### Work item
Find how many lines below mention "serif". Nothing but the number is needed.

### Provided material
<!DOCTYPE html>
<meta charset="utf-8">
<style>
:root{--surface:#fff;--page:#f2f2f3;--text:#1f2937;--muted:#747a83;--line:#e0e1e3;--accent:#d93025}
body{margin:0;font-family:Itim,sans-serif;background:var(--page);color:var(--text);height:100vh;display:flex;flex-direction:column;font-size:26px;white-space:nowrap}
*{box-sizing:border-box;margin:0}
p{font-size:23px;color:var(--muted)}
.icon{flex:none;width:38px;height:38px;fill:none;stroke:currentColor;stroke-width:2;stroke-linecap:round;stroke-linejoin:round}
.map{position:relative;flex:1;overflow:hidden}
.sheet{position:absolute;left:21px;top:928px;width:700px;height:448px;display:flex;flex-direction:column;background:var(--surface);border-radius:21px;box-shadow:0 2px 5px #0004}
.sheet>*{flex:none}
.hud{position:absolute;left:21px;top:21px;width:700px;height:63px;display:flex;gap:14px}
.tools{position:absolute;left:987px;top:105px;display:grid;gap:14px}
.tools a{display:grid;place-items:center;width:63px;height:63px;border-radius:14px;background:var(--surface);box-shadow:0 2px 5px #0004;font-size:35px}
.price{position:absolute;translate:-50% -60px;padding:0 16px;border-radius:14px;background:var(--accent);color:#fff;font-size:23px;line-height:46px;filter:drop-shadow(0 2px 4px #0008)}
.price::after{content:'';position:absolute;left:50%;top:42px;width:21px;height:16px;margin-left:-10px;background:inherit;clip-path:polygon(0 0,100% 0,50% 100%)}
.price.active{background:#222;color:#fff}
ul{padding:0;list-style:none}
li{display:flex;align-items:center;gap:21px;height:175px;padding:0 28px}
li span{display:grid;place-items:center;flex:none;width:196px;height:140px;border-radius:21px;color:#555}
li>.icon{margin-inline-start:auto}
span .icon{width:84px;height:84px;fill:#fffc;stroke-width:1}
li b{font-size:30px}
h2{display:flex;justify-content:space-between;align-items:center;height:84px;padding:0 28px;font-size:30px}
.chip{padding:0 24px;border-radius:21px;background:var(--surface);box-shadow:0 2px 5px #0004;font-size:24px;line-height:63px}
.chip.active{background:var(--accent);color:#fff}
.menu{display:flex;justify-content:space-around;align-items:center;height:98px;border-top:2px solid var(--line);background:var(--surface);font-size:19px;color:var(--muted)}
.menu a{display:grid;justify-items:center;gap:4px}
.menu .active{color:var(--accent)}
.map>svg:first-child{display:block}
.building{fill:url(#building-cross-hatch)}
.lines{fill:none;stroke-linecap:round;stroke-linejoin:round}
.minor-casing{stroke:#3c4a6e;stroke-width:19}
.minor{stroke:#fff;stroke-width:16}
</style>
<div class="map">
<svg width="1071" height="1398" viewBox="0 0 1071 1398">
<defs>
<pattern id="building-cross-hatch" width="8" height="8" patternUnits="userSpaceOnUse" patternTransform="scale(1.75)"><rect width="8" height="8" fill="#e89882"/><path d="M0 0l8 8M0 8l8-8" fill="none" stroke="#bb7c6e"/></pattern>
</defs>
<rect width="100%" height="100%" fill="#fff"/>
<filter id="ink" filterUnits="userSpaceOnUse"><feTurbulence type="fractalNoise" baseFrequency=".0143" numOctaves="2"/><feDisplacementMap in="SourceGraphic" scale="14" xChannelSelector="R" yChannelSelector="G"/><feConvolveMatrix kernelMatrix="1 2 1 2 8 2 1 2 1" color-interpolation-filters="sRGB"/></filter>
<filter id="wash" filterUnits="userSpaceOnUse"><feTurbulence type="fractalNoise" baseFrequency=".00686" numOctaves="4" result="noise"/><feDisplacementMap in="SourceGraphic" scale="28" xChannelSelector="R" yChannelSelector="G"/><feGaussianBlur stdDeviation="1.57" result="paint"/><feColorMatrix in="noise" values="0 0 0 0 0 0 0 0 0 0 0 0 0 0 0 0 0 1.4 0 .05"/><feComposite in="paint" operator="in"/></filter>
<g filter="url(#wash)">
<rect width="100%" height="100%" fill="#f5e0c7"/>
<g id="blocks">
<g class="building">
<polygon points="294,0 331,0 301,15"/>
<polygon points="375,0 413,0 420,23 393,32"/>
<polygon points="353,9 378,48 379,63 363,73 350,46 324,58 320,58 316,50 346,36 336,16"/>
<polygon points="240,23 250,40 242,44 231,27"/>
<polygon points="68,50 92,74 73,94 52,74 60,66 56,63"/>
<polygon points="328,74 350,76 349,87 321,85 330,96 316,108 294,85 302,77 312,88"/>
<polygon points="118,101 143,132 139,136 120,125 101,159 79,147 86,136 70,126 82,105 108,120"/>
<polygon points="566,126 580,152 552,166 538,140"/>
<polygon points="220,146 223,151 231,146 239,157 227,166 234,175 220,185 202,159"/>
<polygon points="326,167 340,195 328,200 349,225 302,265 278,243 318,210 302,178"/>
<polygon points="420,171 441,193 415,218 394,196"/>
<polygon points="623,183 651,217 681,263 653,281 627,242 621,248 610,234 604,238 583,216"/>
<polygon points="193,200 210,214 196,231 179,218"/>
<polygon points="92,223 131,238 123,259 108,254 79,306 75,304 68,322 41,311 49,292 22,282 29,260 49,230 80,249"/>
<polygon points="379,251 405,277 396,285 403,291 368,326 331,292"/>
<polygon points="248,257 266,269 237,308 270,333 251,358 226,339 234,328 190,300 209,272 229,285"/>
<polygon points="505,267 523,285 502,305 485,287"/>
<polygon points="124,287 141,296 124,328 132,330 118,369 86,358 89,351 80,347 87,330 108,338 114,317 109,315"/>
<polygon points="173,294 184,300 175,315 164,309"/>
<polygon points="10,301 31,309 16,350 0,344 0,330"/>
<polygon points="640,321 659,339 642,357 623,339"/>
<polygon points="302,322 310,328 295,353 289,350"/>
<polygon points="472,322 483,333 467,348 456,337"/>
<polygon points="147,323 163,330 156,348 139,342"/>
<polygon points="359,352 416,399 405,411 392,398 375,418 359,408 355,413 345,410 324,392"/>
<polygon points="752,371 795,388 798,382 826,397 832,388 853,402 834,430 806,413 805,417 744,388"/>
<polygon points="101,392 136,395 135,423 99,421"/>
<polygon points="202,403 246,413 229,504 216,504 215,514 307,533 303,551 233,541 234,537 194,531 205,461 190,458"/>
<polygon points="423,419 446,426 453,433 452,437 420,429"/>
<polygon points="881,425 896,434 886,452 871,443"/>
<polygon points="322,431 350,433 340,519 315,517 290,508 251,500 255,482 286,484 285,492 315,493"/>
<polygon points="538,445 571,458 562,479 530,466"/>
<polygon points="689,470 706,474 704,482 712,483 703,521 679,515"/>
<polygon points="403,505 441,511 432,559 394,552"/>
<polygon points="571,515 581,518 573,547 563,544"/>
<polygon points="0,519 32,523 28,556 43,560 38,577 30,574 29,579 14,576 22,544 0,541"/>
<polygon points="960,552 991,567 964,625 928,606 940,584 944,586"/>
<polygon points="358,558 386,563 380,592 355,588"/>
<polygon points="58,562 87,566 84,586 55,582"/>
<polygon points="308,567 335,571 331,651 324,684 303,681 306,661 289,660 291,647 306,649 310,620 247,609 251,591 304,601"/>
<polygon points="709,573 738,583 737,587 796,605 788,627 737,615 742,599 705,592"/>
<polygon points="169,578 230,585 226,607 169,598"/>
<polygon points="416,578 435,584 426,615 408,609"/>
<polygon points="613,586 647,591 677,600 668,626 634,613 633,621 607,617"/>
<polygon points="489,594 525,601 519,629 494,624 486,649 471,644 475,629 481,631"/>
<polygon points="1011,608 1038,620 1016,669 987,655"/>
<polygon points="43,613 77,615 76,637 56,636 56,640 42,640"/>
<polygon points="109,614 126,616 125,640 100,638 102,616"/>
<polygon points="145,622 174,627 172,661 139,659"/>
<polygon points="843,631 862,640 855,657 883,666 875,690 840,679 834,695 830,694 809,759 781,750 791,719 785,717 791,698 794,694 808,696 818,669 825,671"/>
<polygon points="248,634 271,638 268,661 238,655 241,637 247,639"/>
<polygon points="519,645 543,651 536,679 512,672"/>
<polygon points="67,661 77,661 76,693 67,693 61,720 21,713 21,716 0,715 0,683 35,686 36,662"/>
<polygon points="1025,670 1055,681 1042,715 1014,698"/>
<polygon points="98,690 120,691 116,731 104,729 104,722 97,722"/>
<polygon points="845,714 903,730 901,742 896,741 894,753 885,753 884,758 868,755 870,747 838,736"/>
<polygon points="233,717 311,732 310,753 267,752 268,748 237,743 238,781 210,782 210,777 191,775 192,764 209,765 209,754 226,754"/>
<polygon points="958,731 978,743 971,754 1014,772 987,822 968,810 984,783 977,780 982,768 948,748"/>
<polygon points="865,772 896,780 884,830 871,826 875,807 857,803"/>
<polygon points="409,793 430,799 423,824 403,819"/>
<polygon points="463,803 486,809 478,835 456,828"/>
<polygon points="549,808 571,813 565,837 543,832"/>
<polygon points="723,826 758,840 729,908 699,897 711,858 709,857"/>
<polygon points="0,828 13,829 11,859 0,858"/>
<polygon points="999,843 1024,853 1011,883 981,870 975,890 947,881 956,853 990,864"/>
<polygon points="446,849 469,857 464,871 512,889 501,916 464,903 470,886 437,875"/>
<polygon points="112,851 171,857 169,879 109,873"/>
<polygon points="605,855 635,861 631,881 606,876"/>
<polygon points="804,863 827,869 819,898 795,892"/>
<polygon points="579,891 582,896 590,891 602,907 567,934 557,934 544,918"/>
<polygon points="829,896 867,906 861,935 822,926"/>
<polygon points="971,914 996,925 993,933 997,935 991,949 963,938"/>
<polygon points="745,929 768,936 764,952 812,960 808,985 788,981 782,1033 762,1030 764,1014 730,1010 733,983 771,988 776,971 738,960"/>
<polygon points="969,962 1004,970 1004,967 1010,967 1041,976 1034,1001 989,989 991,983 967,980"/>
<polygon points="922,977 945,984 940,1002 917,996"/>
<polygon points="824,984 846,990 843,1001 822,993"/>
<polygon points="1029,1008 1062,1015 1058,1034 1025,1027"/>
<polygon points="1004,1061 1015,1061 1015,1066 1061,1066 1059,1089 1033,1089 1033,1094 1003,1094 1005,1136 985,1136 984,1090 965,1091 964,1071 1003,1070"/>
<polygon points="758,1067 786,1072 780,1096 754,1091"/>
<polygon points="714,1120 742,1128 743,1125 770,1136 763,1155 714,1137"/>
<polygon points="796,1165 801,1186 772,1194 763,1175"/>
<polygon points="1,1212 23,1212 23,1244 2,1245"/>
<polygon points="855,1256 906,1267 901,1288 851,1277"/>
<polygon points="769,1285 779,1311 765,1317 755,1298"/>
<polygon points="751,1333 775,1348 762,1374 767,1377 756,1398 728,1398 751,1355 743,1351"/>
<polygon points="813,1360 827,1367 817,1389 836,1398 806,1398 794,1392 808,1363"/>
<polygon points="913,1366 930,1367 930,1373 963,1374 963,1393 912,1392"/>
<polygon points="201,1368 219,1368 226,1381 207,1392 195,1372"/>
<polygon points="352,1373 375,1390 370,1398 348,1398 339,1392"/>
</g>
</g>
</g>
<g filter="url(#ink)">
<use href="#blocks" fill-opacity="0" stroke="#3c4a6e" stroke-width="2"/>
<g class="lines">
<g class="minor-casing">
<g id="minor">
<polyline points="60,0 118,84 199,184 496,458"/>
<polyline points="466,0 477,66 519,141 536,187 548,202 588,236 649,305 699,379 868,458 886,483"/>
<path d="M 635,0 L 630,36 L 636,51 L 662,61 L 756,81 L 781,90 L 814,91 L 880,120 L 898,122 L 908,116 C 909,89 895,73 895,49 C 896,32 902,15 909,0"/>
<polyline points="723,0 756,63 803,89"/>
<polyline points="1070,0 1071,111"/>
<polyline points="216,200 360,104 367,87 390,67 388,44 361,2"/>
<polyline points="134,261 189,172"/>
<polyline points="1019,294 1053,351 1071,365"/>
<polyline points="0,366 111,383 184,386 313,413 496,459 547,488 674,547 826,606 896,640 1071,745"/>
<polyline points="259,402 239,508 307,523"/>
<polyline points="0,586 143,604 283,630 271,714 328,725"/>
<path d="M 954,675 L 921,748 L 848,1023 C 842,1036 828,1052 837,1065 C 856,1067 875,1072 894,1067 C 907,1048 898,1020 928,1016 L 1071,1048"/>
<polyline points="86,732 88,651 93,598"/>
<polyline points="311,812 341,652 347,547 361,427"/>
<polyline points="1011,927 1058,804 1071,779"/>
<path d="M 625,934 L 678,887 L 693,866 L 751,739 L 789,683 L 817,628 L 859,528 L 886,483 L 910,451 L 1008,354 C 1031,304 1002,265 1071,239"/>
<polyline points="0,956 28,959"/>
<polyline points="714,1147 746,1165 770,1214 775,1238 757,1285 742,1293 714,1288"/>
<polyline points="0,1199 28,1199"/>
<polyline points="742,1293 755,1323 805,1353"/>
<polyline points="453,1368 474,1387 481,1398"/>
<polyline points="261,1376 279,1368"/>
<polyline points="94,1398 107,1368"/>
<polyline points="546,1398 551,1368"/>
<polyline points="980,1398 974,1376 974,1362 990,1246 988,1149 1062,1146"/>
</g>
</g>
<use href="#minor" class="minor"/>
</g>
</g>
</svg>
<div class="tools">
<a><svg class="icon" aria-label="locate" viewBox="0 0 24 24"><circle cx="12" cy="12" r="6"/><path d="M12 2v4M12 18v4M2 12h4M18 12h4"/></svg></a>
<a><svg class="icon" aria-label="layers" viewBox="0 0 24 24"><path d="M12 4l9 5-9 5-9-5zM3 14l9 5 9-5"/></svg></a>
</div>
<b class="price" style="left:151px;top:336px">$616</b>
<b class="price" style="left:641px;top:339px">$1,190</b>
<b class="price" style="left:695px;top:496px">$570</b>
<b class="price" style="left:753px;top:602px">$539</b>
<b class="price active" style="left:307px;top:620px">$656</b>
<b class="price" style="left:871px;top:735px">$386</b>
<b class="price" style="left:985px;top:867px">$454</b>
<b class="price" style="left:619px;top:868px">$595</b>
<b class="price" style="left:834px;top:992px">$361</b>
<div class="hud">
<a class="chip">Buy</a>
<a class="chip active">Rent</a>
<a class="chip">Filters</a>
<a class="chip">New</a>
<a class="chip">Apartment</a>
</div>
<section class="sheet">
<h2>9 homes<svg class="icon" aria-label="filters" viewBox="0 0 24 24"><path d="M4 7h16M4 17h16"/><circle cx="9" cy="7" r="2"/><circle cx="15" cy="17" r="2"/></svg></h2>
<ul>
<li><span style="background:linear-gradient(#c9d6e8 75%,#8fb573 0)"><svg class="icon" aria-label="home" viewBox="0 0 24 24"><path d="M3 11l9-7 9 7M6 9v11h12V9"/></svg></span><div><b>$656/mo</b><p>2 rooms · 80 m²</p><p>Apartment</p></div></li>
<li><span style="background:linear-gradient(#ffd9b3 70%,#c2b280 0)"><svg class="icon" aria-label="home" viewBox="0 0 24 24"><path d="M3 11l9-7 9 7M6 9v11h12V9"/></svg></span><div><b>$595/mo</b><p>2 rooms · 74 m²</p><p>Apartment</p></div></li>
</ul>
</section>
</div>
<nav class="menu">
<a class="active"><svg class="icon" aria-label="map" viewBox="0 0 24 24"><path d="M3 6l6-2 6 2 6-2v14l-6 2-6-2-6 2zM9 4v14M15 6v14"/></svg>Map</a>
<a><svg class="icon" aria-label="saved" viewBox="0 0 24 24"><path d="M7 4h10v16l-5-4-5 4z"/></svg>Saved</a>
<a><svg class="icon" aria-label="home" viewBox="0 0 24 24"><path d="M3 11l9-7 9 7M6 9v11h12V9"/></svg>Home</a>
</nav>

==

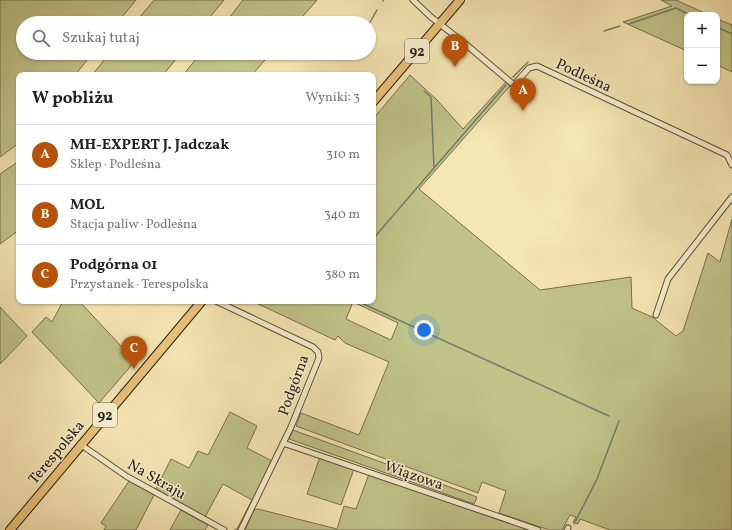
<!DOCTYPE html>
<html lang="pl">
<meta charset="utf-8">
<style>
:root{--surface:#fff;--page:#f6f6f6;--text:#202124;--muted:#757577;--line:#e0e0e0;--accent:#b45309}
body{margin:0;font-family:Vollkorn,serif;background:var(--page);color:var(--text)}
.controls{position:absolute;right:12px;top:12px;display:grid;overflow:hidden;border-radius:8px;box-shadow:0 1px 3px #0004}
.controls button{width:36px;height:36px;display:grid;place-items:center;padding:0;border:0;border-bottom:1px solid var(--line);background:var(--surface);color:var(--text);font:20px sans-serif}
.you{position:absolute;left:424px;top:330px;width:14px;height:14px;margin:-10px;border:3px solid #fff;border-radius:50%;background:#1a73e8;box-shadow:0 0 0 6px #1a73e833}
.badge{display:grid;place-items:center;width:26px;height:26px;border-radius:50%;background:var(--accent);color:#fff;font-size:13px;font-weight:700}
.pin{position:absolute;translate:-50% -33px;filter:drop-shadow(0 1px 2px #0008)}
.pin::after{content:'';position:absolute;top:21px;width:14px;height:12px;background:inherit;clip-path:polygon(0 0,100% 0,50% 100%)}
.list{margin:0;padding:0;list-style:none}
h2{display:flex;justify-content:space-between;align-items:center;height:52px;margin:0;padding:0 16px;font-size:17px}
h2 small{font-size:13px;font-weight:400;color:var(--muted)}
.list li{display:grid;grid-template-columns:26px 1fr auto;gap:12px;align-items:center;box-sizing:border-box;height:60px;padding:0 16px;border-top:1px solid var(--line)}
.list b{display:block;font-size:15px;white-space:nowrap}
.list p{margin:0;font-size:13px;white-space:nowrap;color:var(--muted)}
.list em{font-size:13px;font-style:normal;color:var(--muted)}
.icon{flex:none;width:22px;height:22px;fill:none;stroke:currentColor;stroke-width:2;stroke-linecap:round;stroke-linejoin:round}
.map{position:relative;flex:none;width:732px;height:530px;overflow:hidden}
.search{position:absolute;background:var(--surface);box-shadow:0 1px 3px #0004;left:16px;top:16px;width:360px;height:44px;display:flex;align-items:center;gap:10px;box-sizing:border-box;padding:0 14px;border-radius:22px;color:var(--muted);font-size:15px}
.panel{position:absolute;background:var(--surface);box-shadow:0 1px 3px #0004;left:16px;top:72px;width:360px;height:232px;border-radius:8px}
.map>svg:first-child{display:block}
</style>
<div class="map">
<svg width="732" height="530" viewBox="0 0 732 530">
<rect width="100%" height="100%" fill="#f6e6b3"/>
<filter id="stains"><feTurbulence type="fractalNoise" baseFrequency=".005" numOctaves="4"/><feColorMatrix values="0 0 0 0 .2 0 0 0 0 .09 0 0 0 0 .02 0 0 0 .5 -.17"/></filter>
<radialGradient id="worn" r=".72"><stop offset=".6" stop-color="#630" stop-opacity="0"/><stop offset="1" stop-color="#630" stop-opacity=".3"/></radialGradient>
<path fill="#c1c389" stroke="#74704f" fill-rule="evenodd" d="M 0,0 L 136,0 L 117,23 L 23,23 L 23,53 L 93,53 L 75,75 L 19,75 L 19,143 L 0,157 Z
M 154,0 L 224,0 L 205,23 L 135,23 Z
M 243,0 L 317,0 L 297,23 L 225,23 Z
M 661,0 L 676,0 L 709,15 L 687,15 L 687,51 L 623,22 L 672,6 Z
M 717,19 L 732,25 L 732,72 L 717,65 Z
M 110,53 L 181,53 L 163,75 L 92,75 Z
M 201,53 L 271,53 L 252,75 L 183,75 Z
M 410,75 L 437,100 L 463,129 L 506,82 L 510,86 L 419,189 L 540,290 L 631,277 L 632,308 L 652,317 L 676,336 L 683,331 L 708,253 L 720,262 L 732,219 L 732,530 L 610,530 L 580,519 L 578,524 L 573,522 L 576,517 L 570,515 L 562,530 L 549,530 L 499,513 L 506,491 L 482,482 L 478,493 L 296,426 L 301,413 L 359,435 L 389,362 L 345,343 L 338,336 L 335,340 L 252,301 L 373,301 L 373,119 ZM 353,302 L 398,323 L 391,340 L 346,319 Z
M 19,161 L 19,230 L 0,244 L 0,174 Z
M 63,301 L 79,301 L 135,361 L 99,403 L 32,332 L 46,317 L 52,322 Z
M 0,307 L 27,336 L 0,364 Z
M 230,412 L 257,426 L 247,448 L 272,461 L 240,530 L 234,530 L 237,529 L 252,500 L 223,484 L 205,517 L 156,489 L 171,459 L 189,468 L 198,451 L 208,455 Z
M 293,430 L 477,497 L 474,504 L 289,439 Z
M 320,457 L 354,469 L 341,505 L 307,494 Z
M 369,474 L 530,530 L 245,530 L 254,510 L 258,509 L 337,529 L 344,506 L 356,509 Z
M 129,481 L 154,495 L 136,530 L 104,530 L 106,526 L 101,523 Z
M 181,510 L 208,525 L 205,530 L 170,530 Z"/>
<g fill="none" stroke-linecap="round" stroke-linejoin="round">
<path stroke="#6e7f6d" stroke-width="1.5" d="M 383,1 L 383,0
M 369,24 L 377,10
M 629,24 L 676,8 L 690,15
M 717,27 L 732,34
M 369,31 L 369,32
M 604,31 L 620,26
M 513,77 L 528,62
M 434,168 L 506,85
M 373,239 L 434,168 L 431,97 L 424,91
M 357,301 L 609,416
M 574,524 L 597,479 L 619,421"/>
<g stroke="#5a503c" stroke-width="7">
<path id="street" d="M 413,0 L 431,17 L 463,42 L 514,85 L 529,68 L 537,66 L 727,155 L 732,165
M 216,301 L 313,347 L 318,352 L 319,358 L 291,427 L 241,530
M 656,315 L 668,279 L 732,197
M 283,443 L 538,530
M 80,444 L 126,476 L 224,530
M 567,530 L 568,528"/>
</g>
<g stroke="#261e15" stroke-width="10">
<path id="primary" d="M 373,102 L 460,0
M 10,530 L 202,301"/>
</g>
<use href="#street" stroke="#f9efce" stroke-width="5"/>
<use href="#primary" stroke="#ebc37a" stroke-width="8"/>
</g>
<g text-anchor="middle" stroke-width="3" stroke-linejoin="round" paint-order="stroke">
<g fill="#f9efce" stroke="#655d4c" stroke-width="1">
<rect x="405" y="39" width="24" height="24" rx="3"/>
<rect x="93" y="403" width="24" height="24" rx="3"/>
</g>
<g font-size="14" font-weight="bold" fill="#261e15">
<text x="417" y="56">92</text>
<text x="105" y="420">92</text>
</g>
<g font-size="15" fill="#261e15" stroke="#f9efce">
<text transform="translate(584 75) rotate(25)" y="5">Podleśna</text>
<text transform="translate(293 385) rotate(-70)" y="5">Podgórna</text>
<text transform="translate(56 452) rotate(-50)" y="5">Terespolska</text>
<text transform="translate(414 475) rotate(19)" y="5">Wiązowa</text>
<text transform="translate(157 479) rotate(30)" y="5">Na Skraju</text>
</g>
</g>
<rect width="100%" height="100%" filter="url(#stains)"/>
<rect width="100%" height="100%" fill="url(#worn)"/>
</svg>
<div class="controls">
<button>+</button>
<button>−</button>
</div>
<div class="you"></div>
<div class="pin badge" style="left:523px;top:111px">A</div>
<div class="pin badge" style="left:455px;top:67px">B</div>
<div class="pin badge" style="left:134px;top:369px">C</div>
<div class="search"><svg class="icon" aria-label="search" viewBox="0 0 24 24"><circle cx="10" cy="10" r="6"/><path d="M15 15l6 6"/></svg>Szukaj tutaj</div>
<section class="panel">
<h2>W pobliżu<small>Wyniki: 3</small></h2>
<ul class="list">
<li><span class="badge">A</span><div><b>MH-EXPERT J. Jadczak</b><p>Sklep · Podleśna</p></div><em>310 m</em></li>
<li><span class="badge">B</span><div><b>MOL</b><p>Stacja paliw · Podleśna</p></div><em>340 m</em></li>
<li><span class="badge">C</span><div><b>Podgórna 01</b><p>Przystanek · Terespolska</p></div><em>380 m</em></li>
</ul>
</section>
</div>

### Response to this task
3